Outgoing USG Prez Ethan Milich Looks Back on Time at Student Gov

Brooklyn College Student Government President Ethan Milch./ bcstudentgov.org

   Outgoing Undergraduate Student Government President Ethan Milich has spent his entire time here at Brooklyn College serving in student government, and although he won’t be graduating just yet, he is moving on from student government.  

   Milich came to Brooklyn and CUNY in 2017 by way of Florida and the United States Marine Corps, where he served in Kuwait. He joined student government, then called CLAS, where he became a member of the student assembly. 

   “I really wanted to serve the community, and I thought this was a good avenue to get into the politics and government I was so interested in,” Milich told the Vanguard in his last interview as USG President. “I thought that student leadership and student governance was the best way to do that.” 

   While in the assembly, Milich helped facilitate the USG Transition Act, which merged CLAS with the other undergraduate student government called SGS, into what is now USG in order to, according to Milich, “have one strong student government that can be the voice of all undergraduate students and actually reflects and represents the voice of students.”
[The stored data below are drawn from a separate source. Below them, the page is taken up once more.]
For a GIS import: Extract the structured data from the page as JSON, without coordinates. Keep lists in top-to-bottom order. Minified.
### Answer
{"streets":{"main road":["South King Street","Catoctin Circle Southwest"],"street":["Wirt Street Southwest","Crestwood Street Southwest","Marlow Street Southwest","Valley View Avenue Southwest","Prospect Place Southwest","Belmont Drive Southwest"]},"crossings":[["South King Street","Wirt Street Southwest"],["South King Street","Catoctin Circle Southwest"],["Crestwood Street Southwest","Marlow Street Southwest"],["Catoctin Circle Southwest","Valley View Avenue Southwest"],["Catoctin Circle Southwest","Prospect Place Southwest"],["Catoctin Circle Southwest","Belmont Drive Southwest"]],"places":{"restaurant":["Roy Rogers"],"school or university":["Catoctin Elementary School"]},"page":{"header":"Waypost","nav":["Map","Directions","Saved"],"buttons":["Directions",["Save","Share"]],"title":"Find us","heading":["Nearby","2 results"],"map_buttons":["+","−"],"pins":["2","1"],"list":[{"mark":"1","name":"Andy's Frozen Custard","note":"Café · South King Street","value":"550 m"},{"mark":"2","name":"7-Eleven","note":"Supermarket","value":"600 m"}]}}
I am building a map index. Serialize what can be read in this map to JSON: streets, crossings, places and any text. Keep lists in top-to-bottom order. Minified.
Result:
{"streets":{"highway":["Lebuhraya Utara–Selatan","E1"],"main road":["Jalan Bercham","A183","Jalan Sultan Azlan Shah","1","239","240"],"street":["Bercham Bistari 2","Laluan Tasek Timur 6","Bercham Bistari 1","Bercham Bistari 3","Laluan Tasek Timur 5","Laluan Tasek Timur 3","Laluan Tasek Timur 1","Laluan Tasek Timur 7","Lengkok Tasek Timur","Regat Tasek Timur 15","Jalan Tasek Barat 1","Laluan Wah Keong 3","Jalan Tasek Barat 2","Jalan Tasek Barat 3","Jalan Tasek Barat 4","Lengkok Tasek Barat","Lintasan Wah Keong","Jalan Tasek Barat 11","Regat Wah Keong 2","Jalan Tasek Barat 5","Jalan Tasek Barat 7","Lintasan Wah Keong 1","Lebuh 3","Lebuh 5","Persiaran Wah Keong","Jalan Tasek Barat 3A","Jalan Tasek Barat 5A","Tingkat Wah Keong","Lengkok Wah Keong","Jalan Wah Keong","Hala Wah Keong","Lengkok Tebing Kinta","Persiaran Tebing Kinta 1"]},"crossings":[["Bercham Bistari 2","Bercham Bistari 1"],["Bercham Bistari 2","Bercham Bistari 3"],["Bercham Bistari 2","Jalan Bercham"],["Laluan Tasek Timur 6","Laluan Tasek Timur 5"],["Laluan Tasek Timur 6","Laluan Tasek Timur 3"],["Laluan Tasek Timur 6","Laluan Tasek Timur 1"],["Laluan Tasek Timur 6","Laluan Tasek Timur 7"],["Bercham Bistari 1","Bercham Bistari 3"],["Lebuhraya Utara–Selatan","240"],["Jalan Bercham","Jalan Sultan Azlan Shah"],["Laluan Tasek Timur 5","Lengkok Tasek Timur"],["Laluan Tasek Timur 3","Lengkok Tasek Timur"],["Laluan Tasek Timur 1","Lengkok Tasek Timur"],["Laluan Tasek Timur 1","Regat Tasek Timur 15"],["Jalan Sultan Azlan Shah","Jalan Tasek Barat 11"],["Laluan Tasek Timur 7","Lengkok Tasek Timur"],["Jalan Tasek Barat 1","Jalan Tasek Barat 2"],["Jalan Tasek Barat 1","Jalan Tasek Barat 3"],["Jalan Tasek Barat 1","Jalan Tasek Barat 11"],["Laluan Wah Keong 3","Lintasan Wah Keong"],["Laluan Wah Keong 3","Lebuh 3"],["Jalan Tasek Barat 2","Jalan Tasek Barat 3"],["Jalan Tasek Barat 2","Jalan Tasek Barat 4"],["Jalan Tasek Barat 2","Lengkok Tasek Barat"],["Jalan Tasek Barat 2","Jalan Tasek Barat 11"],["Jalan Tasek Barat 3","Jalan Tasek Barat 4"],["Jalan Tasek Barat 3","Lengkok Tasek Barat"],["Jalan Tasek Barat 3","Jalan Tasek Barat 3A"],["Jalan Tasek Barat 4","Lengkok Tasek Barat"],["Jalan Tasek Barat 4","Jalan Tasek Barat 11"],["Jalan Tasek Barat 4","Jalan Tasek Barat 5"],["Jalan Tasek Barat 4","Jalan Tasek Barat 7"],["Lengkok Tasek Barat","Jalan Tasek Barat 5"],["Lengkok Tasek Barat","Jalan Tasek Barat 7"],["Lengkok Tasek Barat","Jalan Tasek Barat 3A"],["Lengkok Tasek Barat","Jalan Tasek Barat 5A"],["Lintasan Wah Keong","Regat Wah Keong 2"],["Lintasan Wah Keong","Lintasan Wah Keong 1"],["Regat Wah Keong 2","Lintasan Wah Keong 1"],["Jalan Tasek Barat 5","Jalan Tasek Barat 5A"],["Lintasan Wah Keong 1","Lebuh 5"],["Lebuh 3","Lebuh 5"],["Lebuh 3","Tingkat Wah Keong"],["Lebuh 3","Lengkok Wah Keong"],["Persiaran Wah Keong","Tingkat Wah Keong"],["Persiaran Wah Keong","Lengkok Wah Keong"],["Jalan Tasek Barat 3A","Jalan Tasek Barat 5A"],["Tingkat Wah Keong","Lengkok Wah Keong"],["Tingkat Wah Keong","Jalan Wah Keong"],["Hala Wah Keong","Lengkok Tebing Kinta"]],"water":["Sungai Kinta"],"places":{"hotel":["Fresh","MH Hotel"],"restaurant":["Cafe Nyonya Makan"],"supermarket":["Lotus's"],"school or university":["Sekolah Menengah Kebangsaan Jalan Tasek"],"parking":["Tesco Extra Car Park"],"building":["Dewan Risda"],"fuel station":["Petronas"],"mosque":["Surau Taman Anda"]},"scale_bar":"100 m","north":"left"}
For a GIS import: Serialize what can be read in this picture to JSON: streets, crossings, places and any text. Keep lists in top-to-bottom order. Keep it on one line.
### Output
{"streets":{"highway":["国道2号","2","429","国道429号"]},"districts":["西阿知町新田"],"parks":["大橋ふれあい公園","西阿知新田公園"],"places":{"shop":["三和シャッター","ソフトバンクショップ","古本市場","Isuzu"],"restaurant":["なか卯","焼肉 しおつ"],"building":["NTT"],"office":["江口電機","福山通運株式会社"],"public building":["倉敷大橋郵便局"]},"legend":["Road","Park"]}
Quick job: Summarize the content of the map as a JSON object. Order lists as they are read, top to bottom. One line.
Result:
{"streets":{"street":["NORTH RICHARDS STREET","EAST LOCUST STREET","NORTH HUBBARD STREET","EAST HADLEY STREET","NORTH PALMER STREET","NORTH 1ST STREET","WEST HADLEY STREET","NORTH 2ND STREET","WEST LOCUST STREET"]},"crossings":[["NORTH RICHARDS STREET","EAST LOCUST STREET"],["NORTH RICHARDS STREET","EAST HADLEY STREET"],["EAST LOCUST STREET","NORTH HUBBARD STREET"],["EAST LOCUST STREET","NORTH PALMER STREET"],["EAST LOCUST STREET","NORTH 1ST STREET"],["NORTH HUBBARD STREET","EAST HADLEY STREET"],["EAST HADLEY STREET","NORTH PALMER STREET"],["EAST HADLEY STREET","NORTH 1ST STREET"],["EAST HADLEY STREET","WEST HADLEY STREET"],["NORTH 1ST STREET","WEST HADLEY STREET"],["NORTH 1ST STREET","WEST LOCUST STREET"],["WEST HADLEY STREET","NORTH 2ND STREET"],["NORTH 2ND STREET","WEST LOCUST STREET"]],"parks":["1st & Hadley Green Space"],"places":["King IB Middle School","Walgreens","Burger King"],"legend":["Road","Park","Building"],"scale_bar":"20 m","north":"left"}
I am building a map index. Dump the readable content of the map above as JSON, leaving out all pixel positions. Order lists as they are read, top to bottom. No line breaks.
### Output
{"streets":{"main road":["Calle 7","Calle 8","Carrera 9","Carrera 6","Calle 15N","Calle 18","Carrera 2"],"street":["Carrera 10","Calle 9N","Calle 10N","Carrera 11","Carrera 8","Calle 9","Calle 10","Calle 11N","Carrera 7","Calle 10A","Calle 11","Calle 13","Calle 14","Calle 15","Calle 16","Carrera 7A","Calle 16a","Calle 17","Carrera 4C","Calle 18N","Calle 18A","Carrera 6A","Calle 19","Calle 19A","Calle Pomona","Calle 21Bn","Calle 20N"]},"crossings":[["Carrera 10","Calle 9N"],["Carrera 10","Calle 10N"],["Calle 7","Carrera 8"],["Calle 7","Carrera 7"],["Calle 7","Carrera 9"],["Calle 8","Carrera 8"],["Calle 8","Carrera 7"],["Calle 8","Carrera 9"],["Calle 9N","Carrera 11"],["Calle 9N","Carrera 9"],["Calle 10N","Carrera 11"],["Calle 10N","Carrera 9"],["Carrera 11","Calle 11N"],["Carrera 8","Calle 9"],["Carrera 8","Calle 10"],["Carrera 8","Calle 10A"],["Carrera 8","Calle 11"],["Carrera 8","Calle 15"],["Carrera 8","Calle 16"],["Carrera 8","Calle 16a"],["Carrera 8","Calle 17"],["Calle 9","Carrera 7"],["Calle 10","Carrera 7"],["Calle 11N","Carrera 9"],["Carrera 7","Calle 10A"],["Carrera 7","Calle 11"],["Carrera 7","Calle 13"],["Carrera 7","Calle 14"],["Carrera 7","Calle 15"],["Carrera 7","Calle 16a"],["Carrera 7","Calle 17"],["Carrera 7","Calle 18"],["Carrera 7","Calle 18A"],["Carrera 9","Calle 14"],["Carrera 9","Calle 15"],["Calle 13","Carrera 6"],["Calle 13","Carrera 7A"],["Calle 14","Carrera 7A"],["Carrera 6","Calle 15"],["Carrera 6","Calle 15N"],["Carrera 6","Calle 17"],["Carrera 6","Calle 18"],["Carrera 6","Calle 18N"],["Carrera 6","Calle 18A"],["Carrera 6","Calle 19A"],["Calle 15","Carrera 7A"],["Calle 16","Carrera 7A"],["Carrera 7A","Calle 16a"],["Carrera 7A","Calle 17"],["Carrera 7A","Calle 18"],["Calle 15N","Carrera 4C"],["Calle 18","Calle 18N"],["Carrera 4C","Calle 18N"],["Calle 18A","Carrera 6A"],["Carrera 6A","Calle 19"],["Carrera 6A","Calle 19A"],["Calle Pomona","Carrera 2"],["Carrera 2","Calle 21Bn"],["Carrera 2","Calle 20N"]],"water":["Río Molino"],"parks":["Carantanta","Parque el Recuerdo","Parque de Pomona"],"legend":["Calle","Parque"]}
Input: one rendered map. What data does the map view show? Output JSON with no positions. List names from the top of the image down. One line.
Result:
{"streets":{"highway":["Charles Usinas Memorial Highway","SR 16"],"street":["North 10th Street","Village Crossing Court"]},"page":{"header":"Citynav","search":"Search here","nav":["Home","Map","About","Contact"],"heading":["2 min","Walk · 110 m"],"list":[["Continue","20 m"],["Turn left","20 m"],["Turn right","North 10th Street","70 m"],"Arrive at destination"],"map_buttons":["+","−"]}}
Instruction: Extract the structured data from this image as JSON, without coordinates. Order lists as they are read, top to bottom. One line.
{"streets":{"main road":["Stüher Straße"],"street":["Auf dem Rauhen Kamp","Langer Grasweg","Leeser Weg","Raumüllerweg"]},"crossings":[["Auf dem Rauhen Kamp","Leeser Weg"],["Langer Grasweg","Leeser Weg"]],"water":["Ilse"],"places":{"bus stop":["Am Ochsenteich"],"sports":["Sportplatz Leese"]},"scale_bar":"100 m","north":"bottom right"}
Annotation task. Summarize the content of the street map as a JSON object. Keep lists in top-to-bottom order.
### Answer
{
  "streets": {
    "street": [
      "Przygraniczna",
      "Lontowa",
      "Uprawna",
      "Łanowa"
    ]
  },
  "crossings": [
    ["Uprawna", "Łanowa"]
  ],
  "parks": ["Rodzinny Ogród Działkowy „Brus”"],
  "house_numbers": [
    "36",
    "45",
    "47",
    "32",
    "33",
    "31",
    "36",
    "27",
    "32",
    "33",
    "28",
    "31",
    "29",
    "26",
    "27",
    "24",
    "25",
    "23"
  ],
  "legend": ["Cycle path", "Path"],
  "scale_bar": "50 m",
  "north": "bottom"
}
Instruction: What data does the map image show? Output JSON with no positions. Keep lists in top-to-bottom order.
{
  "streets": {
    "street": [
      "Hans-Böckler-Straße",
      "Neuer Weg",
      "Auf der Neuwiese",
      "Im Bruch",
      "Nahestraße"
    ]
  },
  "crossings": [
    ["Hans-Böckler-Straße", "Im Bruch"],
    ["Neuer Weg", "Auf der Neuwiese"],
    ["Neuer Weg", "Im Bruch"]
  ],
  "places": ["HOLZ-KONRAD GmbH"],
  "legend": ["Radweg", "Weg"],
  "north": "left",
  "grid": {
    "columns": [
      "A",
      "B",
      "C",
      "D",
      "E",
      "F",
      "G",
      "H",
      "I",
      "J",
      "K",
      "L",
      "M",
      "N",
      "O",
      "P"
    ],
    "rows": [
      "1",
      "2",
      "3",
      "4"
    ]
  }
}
   Prior to the merger, Milich became deputy speaker of the USG assembly and was asked by the speaker, Alyssa Taylor, to be her running mate in USG’s first ever election. Taylor and Milich won the election, but only after the original winner was disqualified by CWERC for making racist comments about another candidate, giving Taylor and Milich the seat. 

   “I still feel bad about it,” Milich said of the election “I still feel that it was overall way more toxic than it had to be. I think it reflected the worst in student government, and I am very glad we have moved on far from that.” 

   Milich served as VP of USG for only a few months before resigning his office (but kept his seat on the USS), disgusted by the toxic nature of USG stemming from the election. 

   “I didn’t feel as inspired to continue serving at the time,” he said.

   However, when the opportunity arose for Milich to run for USG President himself, he took the chance, deciding that USG’s climate had changed and that it was time to bring what he had done at USS to Brooklyn. 

   “I learned about advocacy efforts at USS, and I wanted to bring that culture to USG, and I thought now was a good time to do it,” he said. “I felt motivated.”  

   Last spring, just a few weeks after the pandemic took us off campus, Milich was elected as the 2nd USG President. However, since he got elected last spring, Milich’s term in office has spanned the entirety of our time off campus, making him USG’s pandemic president. Although he didn’t accomplish everything he set out to do, he is proud of what he and the rest of USG did accomplish. 

   “I’m proud of resetting and redefining the culture of USG like I wanted to from when I began at CLAS,” he said, adding he is happy for the advocacy efforts and the few events they were able to hold. “I think that considering the conditions, we were able to accomplish a lot and fight for many student-based issues. We were still able to virtually mobilize and fight.” 

   The main thing Milich wished he had accomplished but failed to do was to introduce ranked-choice voting to USG, a system which is now seeing its first major foray at the city level in the coming mayoral election.  

   “I wish we could have modified elections,” he said, saying that the administration was hesitant to many of their ideas on how to reform the USG election process. “It’s not as democratic as it can be or should be.”

   Student government has been a major part of Milich’s life over the last few years, and he says it was very difficult and challenging, but overall he is grateful for the experience. 

   “Student government is almost like its own major. It takes a lot of time and a lot of patience, but it is a positive experience overall,” he said. “You have to be ready to speak up and defend what you believe, but you will always come out of it a better person.” 

   Going forward, Milich still has a few credits to complete before graduating, but will be leaving USG. “I’ll definitely keep up with that, and look out for them,” he told the Vanguard, “It’s in good hands with Aharon and Iqura.”

   Although Milich’s plans for after college still has its questions, Milich is grateful when he reflects back on his time serving the students of BC. 

   “I want to thank Brooklyn College students for giving me this opportunity and supporting me, being strong and pushing through this year and contributing to the effort for the BC community to move forward,” he said.